**Supplied entries**
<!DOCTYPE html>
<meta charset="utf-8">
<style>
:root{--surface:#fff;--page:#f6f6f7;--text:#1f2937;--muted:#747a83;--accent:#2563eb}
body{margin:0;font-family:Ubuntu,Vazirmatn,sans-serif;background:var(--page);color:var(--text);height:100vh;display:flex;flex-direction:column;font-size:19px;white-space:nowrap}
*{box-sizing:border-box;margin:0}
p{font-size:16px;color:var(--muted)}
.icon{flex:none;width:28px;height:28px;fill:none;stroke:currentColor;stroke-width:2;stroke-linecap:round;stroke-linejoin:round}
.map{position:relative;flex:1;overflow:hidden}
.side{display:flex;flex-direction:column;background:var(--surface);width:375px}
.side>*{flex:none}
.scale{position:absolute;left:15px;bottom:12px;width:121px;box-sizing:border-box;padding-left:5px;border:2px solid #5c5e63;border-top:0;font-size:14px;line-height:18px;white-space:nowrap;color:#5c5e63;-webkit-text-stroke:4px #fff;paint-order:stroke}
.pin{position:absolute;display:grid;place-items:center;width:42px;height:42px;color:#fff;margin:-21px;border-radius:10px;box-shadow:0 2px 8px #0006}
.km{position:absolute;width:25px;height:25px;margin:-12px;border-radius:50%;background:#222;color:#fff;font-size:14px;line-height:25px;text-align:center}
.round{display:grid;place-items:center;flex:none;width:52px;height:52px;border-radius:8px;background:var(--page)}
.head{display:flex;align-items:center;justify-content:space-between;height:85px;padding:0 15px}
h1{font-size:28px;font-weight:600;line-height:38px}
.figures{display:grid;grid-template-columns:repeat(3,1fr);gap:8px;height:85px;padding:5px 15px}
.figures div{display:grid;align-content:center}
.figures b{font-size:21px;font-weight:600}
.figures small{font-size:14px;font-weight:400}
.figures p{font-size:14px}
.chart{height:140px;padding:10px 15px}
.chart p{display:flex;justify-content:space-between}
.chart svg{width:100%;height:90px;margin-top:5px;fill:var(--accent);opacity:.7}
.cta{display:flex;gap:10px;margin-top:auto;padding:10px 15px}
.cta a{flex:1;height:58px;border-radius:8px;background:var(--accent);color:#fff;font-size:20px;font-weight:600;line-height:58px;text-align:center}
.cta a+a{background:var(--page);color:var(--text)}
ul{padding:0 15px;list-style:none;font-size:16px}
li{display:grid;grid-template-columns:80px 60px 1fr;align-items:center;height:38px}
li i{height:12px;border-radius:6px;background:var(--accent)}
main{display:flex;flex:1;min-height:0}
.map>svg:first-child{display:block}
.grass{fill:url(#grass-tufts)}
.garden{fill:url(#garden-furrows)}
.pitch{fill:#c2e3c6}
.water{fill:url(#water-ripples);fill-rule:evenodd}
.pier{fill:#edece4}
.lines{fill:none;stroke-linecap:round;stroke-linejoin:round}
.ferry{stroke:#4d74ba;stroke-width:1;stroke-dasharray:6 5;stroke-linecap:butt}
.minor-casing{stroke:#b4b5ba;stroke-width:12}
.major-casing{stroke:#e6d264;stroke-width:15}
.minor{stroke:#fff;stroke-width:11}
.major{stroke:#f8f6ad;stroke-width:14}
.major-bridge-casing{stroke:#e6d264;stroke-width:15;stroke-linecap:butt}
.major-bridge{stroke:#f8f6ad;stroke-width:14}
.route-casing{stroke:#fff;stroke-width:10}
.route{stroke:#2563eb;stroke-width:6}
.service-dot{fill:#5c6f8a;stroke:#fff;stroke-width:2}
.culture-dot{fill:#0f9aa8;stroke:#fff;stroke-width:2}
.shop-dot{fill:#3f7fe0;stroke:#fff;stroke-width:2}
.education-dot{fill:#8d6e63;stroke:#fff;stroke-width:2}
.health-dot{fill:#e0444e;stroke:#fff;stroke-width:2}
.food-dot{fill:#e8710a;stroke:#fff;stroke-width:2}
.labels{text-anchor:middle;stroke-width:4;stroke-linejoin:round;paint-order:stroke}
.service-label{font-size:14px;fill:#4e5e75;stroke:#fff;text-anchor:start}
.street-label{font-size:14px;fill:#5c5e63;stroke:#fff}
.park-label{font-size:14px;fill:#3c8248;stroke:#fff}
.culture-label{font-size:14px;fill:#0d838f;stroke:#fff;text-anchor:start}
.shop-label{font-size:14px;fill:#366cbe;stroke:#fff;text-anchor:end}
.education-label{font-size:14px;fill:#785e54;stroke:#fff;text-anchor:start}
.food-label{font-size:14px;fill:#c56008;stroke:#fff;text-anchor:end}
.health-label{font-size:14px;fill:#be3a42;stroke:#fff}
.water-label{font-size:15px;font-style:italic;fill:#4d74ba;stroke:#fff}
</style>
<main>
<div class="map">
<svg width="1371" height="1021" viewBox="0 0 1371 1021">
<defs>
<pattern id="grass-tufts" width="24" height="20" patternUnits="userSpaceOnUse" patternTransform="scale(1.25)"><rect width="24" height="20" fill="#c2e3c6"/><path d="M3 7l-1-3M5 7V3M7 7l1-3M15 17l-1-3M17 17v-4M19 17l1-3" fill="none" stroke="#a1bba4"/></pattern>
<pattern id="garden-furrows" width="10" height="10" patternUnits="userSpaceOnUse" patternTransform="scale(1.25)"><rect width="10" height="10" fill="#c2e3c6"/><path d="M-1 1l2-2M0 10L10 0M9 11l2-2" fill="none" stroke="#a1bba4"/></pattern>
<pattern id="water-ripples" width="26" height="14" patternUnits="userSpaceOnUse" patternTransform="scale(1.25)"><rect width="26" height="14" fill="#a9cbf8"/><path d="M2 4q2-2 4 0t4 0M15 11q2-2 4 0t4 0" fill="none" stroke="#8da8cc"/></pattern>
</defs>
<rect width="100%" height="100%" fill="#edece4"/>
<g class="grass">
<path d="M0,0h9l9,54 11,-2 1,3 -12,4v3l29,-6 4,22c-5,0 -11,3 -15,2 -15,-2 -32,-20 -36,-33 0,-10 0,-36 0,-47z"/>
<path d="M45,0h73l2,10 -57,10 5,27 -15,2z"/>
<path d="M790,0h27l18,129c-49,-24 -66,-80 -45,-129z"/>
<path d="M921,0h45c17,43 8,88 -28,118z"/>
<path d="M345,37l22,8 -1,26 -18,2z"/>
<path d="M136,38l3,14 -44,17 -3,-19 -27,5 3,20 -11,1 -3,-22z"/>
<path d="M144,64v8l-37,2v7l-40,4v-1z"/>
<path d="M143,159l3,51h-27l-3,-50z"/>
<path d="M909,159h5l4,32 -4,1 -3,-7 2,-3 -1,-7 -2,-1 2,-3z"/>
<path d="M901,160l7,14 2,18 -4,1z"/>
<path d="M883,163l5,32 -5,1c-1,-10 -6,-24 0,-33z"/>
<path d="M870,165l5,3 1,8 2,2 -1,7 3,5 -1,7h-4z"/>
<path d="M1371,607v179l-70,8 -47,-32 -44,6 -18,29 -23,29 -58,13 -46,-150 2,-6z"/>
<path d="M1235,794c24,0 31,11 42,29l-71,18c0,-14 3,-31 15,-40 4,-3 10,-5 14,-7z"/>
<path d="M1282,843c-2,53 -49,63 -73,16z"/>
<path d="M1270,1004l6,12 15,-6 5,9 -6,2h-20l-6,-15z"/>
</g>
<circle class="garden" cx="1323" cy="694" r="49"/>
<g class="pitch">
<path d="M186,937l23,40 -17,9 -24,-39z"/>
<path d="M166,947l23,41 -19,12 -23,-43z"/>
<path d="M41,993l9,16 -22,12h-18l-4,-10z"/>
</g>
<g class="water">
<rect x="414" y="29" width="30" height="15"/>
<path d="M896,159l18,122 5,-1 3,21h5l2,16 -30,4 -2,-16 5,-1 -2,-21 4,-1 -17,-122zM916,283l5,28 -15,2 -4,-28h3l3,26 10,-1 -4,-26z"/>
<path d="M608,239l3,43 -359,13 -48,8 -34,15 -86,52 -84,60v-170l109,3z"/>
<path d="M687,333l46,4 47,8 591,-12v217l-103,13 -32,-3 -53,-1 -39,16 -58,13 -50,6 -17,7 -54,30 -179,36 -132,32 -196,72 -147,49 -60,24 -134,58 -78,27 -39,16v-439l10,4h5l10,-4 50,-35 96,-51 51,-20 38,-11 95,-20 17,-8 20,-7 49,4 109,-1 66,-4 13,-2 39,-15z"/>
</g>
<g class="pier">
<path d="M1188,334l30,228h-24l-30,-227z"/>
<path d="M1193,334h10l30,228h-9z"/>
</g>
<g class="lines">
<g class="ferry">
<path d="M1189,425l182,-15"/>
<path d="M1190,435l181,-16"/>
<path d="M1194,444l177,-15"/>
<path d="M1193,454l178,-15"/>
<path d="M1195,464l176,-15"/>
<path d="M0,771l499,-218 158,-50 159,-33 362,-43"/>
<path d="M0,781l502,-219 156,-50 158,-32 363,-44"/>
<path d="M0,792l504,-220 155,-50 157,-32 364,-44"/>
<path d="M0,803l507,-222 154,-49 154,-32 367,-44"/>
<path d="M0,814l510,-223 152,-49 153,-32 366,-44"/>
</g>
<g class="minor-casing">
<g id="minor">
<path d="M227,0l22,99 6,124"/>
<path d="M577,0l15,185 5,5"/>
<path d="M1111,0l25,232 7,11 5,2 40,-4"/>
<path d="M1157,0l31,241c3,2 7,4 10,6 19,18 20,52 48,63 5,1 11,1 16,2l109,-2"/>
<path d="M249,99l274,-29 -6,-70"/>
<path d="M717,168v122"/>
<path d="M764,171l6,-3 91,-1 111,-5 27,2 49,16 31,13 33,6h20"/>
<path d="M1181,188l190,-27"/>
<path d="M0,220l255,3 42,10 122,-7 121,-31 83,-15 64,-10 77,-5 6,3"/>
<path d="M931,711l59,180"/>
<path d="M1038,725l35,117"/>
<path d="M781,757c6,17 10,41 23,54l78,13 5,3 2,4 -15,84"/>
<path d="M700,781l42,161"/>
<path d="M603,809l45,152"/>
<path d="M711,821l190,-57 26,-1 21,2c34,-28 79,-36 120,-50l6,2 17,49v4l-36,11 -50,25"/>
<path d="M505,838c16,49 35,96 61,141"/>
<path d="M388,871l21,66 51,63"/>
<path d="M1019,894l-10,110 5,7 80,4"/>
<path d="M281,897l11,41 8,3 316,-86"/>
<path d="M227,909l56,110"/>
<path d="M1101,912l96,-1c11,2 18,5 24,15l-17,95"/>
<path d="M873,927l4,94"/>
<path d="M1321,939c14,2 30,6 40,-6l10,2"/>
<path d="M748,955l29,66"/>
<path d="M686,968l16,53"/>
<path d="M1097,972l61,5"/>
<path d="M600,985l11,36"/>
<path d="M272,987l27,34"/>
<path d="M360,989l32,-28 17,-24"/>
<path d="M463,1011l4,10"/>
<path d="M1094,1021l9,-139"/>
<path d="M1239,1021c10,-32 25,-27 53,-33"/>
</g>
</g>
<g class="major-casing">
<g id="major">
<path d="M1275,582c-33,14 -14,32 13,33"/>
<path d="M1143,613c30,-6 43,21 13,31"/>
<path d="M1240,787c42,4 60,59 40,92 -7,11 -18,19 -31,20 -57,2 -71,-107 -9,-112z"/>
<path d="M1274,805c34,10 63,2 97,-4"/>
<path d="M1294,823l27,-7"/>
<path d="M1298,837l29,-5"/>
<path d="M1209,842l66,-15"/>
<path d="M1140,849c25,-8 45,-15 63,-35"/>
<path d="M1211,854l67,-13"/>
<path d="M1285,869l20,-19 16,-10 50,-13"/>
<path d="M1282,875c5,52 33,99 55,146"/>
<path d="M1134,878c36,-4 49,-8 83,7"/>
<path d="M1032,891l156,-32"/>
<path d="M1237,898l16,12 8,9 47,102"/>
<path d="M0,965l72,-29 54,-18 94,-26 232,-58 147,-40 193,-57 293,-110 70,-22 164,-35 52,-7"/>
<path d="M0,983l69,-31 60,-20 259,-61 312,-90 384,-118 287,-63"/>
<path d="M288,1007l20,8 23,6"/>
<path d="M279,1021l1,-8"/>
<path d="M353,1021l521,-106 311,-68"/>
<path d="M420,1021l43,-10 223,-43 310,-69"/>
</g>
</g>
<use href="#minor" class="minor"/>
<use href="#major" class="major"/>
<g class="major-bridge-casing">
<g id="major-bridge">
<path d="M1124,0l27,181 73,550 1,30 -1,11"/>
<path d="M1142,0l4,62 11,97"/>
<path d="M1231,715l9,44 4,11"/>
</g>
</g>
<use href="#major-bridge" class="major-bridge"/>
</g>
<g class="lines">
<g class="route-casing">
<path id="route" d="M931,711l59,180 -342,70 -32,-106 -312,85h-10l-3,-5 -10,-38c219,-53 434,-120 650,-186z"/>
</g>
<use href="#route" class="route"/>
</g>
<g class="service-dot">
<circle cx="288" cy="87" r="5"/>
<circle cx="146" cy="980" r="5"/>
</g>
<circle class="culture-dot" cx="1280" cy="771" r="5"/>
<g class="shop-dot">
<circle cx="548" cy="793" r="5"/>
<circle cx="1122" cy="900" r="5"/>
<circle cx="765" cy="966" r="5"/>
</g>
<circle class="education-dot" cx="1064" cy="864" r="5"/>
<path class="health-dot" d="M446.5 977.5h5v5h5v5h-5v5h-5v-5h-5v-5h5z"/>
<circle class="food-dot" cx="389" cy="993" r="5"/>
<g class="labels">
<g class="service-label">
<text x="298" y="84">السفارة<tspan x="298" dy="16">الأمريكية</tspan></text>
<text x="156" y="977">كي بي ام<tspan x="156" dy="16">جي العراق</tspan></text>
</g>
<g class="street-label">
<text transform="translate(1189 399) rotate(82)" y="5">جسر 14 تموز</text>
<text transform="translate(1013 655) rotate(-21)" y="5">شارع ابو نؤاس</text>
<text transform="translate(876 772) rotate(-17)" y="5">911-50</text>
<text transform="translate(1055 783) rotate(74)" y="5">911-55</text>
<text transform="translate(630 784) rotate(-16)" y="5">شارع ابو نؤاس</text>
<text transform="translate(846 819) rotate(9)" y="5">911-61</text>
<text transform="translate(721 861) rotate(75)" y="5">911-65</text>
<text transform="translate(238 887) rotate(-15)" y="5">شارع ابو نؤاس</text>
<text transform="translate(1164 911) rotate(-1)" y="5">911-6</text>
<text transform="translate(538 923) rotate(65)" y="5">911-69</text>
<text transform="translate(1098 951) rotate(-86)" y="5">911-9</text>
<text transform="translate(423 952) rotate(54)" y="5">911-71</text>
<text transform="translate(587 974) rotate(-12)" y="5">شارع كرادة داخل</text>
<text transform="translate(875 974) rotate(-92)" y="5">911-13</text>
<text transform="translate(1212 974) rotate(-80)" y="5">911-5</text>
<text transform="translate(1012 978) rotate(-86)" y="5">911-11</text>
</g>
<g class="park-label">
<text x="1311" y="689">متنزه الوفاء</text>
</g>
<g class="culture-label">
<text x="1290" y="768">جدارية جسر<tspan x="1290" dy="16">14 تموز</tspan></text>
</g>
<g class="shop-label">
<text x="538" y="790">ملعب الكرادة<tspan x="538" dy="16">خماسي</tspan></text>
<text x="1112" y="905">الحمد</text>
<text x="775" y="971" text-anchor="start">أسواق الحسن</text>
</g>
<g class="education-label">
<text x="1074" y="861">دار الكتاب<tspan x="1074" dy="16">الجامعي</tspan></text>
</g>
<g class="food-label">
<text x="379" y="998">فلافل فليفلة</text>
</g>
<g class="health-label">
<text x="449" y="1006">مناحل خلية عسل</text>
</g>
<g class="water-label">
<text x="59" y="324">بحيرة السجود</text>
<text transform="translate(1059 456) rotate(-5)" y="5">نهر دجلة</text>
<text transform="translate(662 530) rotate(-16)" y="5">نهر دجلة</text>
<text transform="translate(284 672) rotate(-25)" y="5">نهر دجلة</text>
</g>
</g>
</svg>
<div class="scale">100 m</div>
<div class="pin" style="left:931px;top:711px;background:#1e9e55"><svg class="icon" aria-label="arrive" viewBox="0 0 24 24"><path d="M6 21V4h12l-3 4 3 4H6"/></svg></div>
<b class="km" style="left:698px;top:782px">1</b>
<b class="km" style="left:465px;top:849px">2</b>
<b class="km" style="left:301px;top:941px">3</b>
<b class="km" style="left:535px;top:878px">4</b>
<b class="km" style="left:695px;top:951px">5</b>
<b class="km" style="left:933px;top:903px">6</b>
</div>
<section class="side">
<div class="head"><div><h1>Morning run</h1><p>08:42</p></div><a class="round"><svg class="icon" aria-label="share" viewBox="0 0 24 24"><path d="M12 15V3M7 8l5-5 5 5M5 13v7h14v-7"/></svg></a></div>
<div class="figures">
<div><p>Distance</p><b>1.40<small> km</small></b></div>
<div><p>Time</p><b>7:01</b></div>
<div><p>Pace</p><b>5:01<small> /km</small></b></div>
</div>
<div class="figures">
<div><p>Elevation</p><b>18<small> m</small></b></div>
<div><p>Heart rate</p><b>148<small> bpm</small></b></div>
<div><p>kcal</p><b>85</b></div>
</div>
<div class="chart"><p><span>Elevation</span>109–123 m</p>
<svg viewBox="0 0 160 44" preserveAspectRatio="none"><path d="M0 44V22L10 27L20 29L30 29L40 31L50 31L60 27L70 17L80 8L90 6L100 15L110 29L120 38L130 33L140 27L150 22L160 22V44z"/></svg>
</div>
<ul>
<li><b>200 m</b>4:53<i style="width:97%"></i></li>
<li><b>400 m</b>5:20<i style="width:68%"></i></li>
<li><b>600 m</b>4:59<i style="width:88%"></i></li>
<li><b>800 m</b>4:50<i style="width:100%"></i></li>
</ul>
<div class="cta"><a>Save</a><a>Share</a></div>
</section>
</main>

**What needs to be done**
Make a list of all lines in the data that contain "tufts".

**Answer box**
.grass{fill:url(#grass-tufts)}
<pattern id="grass-tufts" width="24" height="20" patternUnits="userSpaceOnUse" patternTransform="scale(1.25)"><rect width="24" height="20" fill="#c2e3c6"/><path d="M3 7l-1-3M5 7V3M7 7l1-3M15 17l-1-3M17 17v-4M19 17l1-3" fill="none" stroke="#a1bba4"/></pattern>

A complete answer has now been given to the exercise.